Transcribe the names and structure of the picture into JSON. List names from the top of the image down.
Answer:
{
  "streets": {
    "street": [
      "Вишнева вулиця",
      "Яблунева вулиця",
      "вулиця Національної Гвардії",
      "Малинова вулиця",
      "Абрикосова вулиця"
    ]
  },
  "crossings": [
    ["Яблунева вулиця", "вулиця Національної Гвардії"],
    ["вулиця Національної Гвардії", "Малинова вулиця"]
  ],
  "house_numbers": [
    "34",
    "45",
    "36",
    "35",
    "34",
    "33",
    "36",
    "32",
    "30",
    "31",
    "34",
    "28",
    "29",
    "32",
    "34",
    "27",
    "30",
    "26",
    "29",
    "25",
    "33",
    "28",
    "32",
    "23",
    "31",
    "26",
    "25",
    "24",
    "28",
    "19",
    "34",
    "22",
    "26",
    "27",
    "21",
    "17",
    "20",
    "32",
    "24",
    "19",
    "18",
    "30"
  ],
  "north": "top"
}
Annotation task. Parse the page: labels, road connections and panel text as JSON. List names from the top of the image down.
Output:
---
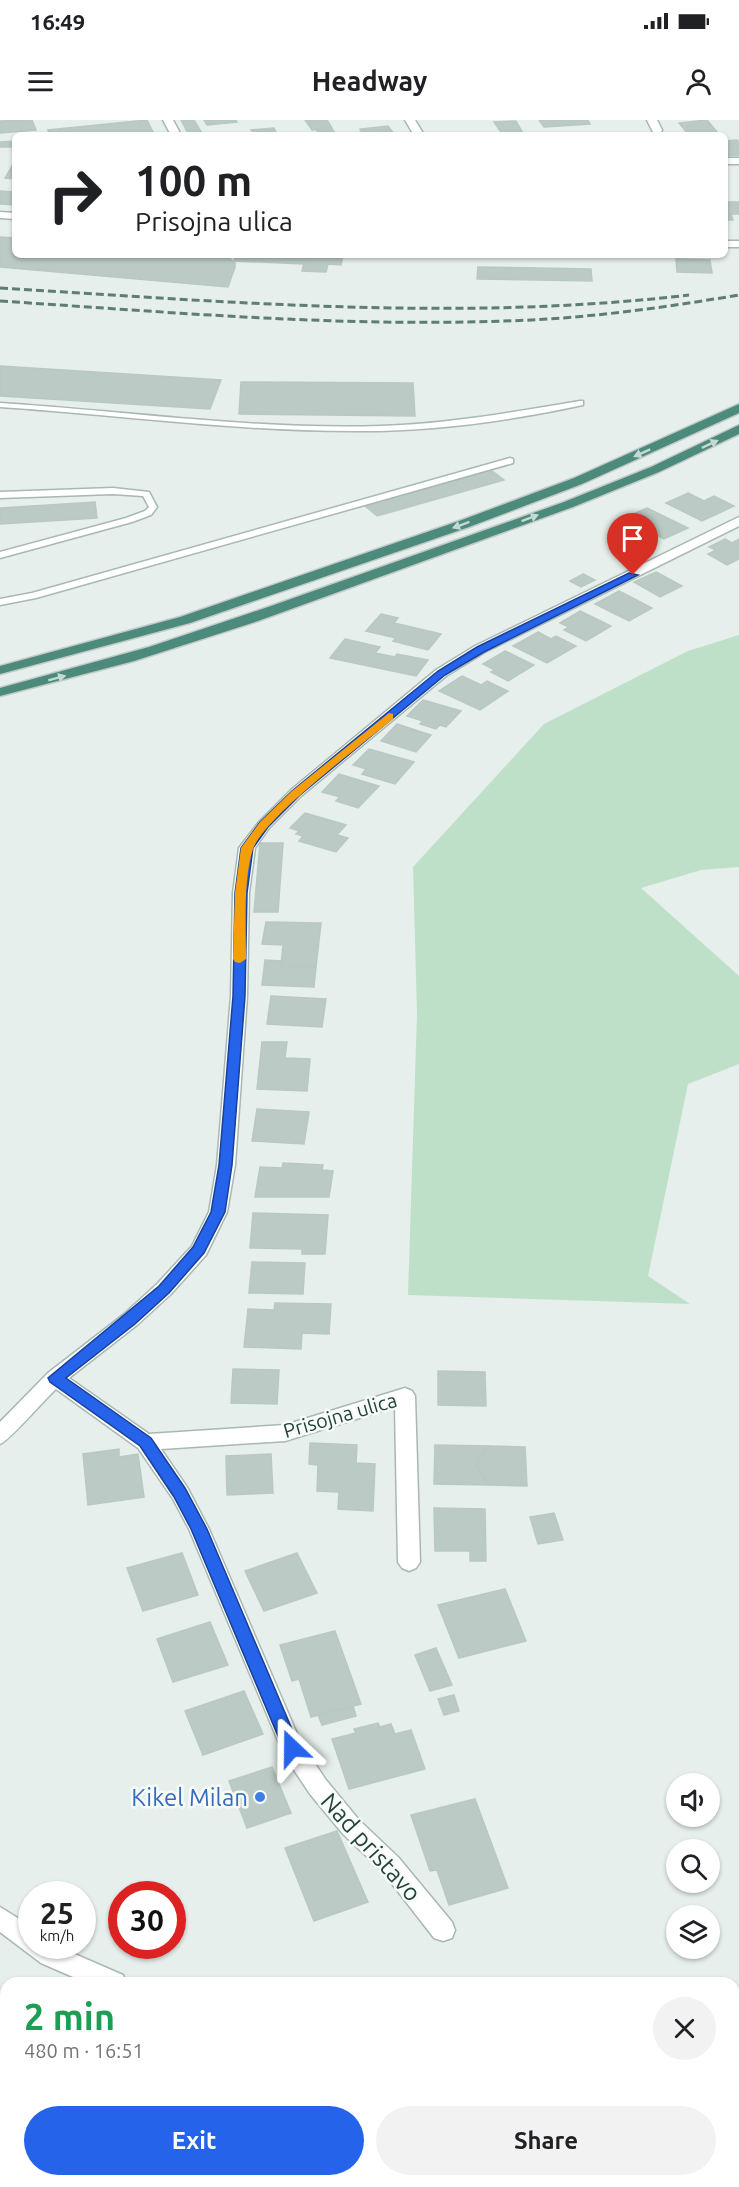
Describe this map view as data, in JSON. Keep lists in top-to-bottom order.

[Aim of the exercise]
Lines of the data above that include the string "from" must each be copied.

[Completed task]
Transcribe the names and structure of the picture into JSON. List names from the top of the image down.
Annotation task. Parse the page: labels, road connections and panel text as JSON. List names from the top of the image down.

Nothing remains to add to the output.